How could so much have squeezed itself into 50 odd years?
If only I could tell you how it is to have landed here now, where I’ve been. All the episodes, the characters, births, deaths, intimacies, intertwined lives. So many lives in such a short one.
I have a 30 Year old son, and a whole life before I met his father and a whole long marriage after that. And now I find myself at the wedding of my son’s peers and a whole pageant of my former lives weave them selves in and out of the 5 days of the wedding.
The mother of the bride and I are staying by the ocean with 4 other, now middle aged women, but we were all young together. Our children are music therapists, drug addicts, artists, fisher- men. Brilliant and close like we weren’t with our mothers. We remember them as babies when we used to bring them to dances at the Community Hall and pile them under the table, safe from stomping gumboots and barefoot nymphs, excavating them sometime before dawn into pickups and Volkswagen vans for the winding washboard drive home.
We’ve all had lovers in common and some of them are at the wedding. And we’re all single now except the most senior and least babish of us who has found a new love.

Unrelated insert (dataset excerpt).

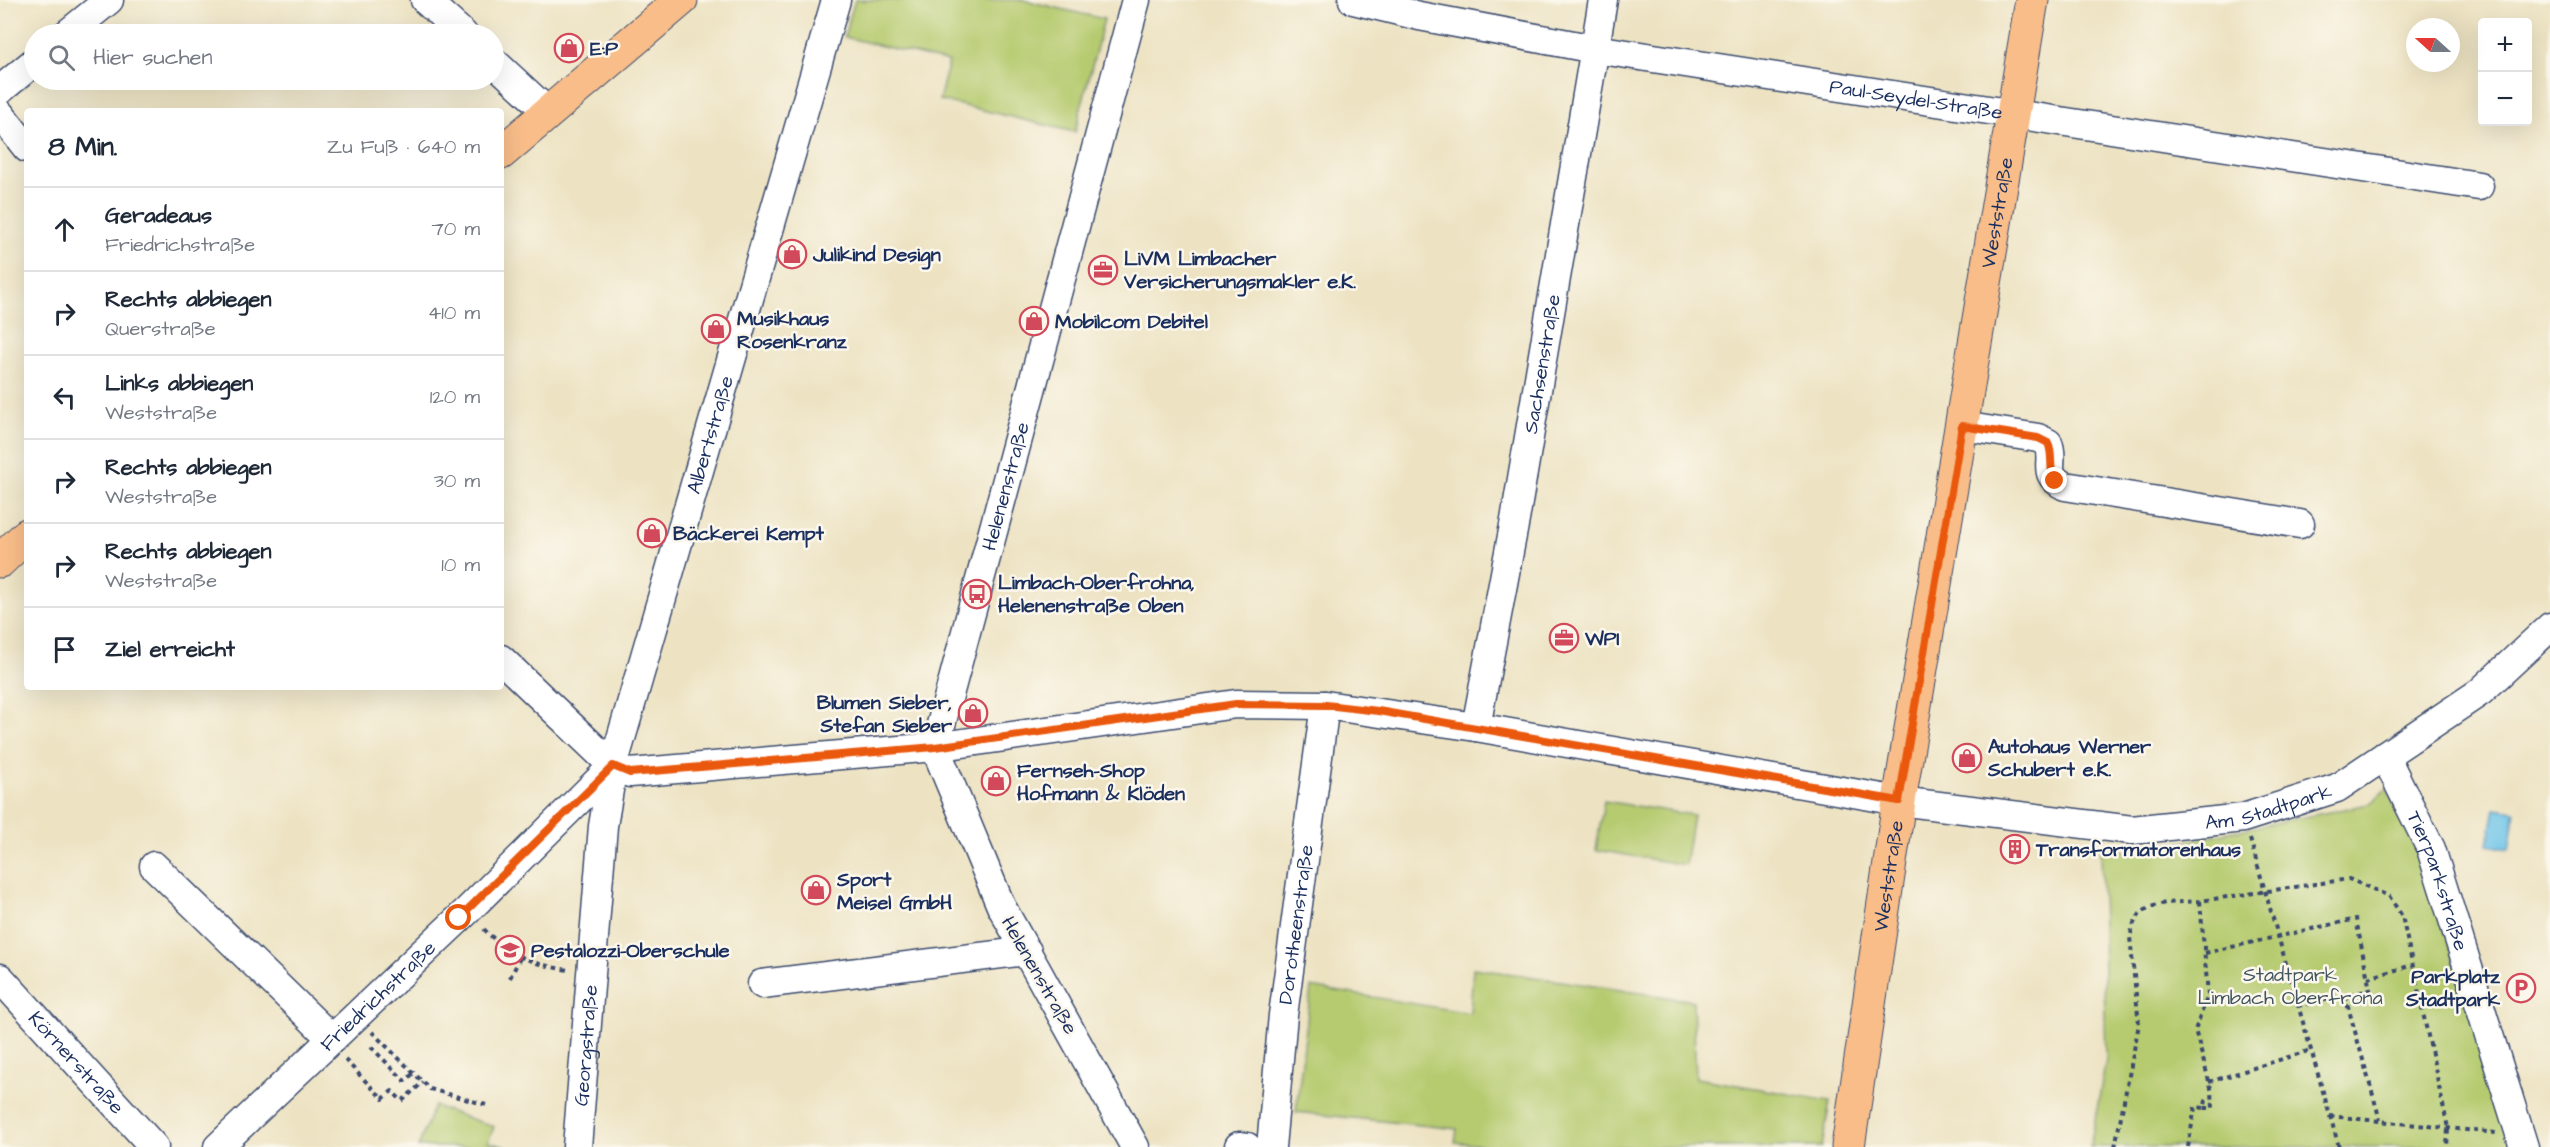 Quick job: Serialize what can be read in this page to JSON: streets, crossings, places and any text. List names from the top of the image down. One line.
{"streets":{"main road":["Weststraße"],"street":["Paul-Seydel-Straße","Sachsenstraße","Albertstraße","Helenenstraße","Am Stadtpark","Tierparkstraße","Dorotheenstraße","Friedrichstraße","Georgstraße","Körnerstraße"]},"crossings":[["Paul-Seydel-Straße","Weststraße"],["Paul-Seydel-Straße","Sachsenstraße"],["Weststraße","Am Stadtpark"],["Sachsenstraße","Am Stadtpark"],["Albertstraße","Am Stadtpark"],["Albertstraße","Friedrichstraße"],["Albertstraße","Georgstraße"],["Helenenstraße","Am Stadtpark"],["Am Stadtpark","Tierparkstraße"],["Am Stadtpark","Dorotheenstraße"],["Am Stadtpark","Friedrichstraße"],["Am Stadtpark","Georgstraße"],["Friedrichstraße","Georgstraße"]],"parks":["Stadtpark Limbach Oberfrona"],"places":{"shop":["E:P","Julikind Design","Mobilcom Debitel","Musikhaus Rosenkranz","Bäckerei Kempt","Blumen Sieber, Stefan Sieber","Autohaus Werner Schubert e.K.","Fernseh-Shop Hofmann & Klöden","Sport Meisel GmbH"],"office":["LiVM Limbacher Versicherungsmakler e.K.","WPI"],"bus stop":["Limbach-Oberfrohna, Helenenstraße Oben"],"building":["Transformatorenhaus"],"school or university":["Pestalozzi-Oberschule"],"parking":["Parkplatz Stadtpark"]},"north":"left","page":{"map_buttons":["+","−"],"search":"Hier suchen","heading":["8 Min.","Zu Fuß · 640 m"],"list":[["Geradeaus","Friedrichstraße","70 m"],["Rechts abbiegen","Querstraße","410 m"],["Links abbiegen","Weststraße","120 m"],["Rechts abbiegen","Weststraße","30 m"],["Rechts abbiegen","Weststraße","10 m"],"Ziel erreicht"]}}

We sit under the cedars and talk, but can’t even begin to speak what we’ve lived and known of each other because, because…. If you unpicked just one thread at random, it would wrap itself three times around the planet and get lost along the way in some archipelago.
At the reception the play goes on, and passes are made, and unforgiveable blunders, and people we love and who have only just met offend one another, and exasperate us.
And we dance just like we always did, except now the band is made up of the children from the “pile” and they astound us. And Captain Joe does his get-down-let-loose-tarantella jig, and his wife is beside him bursting with love and amusement, as we all are because it’s been so long since he did that. And nobody goes to bed, and we drink champagne in the morning and the music goes on and we review the whole thing and laugh, and wonder if we’ll ever all be together again like this, because now someone is always depart- ing one way or another and you can’t count on it.
So the tableau freezes and hangs a moment in the air, and I breath.